Caselaw Digest
Caselaw Digest

Afan Valley Limited v Lupton Fawcett (a firm) & Ors

8 October 2024
[2024] EWHC 2498 (KB)
High Court
Lawyers won a case against their former clients. The judge said the lawyers mostly won but didn't get all their legal fees because they lost on some small points. The clients have to pay most of the lawyers' fees.

Key Facts

  • Claimants (Afan Valley Limited and others) brought a claim against their former solicitors, Lupton Fawcett LLP ('LF') and Metis Law firms.
  • Claimants applied to amend their Particulars of Claim and LF applied to strike out the claim against them.
  • The court refused permission to amend against LF and Metis and granted LF's application to strike out and dismiss the claim against them.
  • The court subsequently held a hearing to address consequential matters, including costs.
  • The Claimants sought permission to appeal, but the court ruled it lacked jurisdiction to consider this retrospectively.

Legal Principles

If no permission application is made at the original decision hearing, and there has been no adjournment, the lower court is no longer seized of the matter and cannot consider any retrospective application for permission to appeal.

CPR 52.3(2)(a), McDonald v Rose [2019] EWCA Civ 4 at [21(4)]

The unsuccessful party will be ordered to pay the costs of the successful party, unless a different order is made.

CPR 44.2(2)(a)

The court may make different orders for costs in relation to discrete issues, considering where a party has been successful on one issue but unsuccessful on another.

Johnsey Estates (1990) Ltd v Secretary of State for the Environment [2001] EWCA Civ 535; Summit Property Ltd v Pitmans [2001] EWCA Civ 2020; Capita (Banstead 2011) Ltd v RFIB Group Ltd [2017] EWCA Civ 1032 at [41]

In deciding costs orders, courts should avoid overly detailed analysis and give real weight to overall success.

F&C Alternative Investments [2011] EWHC 2807 (Ch) at [5], Fox v Foundation Piling Ltd [2011] EWCA Civ 790 at [62], F&C Alternative Investments [2012] EWCA Civ 843, HLB Kidsons v Lloyd’s Underwriters (Costs) [2007] EWHC 2699 (Comm)

Where costs have been incurred by a successful defendant’s insurers, the court has discretion to allow interest on costs.

Fosse Motor Engineers Ltd v Conde Nast and National Magazine Distributors [2008] EWHC 2527 (QB) at [10]

Outcomes

LF entitled to 75% of its costs for the strike-out/summary judgment application, including amendment costs.

LF was the overall successful party, but a reduction reflects points where they were unsuccessful.

Claimants to pay 50% of LF's costs as an interim payment.

Reflects potential cost reductions on detailed assessment.

Metis entitled to their costs, including those for consequential matters.

Metis were successful parties.

Interim payment for Metis set at 50% of their costs.

Reflects potential cost reductions on detailed assessment.

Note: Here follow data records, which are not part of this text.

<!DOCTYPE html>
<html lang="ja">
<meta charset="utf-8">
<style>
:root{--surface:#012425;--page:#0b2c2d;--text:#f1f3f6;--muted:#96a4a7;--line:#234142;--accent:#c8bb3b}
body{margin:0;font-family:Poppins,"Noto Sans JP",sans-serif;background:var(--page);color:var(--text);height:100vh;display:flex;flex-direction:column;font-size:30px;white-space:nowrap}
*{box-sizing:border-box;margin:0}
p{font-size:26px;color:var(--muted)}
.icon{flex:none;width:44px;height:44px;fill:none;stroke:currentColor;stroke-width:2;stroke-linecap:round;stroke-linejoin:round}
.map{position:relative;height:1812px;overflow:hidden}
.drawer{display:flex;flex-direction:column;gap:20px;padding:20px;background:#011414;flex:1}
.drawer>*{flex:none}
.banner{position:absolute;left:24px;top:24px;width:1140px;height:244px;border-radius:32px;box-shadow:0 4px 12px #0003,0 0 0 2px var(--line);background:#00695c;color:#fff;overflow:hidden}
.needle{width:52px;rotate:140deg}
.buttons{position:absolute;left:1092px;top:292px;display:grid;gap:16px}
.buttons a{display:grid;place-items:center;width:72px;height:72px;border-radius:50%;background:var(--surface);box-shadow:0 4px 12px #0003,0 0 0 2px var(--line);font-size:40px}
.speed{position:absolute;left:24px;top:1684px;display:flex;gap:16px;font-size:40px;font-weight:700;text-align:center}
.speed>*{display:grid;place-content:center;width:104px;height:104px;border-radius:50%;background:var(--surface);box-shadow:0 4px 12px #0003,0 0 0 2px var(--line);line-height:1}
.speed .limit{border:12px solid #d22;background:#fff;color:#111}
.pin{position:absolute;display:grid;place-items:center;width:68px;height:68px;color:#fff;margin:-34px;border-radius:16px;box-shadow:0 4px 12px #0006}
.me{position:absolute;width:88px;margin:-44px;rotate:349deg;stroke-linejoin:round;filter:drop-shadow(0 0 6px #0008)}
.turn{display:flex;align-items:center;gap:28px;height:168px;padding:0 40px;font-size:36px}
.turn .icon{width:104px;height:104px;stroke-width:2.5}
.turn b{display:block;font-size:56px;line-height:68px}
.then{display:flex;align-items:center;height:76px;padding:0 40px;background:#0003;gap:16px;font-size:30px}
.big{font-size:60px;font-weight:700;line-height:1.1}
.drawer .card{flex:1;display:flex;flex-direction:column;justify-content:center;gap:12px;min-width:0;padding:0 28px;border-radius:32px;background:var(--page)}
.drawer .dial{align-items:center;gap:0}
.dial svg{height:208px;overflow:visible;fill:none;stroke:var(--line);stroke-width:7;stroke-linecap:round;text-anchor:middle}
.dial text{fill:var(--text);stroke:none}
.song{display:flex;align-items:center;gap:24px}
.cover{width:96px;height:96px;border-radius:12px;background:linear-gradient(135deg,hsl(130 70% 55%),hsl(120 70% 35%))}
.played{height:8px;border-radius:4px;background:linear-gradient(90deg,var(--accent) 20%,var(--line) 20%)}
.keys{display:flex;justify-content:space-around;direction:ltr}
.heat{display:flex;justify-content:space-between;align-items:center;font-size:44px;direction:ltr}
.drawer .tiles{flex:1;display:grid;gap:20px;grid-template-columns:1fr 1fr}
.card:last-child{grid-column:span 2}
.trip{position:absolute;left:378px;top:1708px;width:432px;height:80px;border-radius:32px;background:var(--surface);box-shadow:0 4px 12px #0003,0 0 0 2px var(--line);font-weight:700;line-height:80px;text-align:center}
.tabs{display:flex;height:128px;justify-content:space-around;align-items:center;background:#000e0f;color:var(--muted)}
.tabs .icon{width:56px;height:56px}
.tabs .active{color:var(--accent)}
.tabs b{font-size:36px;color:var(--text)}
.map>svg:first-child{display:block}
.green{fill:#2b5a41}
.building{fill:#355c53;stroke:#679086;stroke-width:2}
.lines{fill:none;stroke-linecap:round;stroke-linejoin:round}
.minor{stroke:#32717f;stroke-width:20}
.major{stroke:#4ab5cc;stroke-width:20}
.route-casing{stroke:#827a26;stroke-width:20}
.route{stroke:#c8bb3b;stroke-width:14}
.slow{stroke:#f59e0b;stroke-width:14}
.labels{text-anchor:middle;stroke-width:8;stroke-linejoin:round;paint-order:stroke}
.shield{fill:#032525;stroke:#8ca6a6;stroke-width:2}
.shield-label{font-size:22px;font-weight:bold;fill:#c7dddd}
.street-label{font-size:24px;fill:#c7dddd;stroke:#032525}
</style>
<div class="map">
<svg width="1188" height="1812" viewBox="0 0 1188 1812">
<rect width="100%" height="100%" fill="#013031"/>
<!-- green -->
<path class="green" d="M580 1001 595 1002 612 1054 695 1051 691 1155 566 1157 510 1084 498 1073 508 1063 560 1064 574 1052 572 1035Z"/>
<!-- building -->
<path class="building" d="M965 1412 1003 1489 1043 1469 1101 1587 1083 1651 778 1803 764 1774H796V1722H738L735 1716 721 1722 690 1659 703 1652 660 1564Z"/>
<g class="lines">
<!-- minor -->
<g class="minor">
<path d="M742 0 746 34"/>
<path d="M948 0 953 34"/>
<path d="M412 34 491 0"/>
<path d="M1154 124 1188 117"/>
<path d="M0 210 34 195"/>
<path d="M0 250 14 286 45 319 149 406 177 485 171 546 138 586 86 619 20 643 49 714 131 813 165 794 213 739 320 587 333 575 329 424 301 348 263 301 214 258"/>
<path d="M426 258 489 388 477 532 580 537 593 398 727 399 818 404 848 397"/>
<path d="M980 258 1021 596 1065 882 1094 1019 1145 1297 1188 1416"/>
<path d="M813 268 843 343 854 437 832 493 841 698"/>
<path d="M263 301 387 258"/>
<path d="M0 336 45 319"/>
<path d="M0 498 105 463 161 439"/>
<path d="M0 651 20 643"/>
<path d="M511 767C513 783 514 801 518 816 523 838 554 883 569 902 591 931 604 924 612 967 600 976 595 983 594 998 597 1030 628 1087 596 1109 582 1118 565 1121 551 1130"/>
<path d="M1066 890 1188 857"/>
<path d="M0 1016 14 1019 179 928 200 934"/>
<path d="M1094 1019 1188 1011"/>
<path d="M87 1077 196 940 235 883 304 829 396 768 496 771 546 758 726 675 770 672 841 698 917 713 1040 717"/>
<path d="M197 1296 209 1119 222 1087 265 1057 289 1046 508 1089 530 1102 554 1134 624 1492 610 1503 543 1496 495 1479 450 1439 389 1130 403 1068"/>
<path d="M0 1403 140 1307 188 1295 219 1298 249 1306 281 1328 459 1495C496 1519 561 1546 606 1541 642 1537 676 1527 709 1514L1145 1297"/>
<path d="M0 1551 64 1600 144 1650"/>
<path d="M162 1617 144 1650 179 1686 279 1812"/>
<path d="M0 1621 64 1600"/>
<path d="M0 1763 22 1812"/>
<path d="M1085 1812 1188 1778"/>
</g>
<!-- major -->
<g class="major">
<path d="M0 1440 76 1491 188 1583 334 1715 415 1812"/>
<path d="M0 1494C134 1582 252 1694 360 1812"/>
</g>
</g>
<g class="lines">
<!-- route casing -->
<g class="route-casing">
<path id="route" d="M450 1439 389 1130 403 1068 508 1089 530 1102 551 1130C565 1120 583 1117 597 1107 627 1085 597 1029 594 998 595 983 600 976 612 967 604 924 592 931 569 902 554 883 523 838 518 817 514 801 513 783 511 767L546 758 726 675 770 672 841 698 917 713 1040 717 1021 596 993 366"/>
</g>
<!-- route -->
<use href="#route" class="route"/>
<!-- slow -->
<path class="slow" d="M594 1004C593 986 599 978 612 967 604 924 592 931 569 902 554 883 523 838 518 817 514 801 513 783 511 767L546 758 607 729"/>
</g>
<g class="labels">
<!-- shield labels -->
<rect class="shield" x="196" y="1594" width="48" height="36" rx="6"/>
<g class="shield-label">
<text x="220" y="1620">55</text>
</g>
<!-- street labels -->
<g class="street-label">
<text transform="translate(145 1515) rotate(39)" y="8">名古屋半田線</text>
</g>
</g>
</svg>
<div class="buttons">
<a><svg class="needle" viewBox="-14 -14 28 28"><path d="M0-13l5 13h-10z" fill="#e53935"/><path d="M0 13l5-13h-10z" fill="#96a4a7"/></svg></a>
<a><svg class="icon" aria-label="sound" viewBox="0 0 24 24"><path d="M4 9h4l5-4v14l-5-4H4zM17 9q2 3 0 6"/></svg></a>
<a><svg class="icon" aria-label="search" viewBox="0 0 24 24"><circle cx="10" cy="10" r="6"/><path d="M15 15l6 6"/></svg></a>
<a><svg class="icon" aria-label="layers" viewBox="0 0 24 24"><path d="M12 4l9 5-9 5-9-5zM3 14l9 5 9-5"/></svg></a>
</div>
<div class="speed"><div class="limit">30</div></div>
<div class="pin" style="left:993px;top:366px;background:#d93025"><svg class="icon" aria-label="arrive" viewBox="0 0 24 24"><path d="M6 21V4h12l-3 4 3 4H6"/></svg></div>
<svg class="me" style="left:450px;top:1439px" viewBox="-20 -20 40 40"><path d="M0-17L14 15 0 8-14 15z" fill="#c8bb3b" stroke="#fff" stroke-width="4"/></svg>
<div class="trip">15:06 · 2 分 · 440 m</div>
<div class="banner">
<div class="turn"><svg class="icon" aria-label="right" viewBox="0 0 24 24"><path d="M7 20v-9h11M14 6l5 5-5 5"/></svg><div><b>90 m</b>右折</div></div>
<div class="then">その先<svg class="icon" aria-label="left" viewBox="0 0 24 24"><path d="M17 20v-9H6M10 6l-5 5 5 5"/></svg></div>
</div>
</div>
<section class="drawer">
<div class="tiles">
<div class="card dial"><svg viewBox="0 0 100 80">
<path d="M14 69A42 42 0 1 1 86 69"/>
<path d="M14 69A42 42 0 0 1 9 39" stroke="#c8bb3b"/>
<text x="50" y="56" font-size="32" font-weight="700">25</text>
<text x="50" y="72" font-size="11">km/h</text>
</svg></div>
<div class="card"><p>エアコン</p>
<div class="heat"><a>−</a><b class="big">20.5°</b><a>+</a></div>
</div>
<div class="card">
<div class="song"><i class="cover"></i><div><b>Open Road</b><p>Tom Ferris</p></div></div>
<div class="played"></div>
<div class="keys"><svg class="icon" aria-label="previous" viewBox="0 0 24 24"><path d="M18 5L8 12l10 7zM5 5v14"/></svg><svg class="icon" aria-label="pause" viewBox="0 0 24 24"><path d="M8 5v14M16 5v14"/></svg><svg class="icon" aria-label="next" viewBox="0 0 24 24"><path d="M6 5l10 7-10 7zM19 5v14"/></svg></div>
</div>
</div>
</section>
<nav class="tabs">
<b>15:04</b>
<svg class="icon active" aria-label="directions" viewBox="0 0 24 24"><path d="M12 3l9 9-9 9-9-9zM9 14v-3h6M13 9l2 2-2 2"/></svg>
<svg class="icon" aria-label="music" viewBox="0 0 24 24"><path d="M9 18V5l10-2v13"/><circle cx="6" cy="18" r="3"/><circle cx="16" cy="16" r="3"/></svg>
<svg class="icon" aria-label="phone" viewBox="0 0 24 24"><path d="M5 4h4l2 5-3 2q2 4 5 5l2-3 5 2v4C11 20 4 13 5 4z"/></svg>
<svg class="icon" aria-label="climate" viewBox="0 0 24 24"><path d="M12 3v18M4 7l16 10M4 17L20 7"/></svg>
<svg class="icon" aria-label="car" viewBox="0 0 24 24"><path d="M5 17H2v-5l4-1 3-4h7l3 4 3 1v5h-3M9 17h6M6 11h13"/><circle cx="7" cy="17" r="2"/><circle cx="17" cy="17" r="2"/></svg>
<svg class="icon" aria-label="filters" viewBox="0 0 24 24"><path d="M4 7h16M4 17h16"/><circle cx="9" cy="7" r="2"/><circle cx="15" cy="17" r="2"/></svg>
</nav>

LF entitled to the balance of its costs, subject to detailed assessment.

No reason to depart from the usual rule.

Discontinued defendants entitled to their costs.

No reason to depart from the usual rule.

Claimants to bear costs of the extension of time application.

Claimants' failure to factor in potential amendments arising from the Woodhouse judgment.

Claimants to bear adjournment costs for both LF and Metis.

Claimants' responsibility for the adjournment due to failure to contact MBi to waive privilege.

Metis entitled to interest at 2% above base rate on adjournment costs.

Standard practice in commercial disputes, and insurers can recover interest.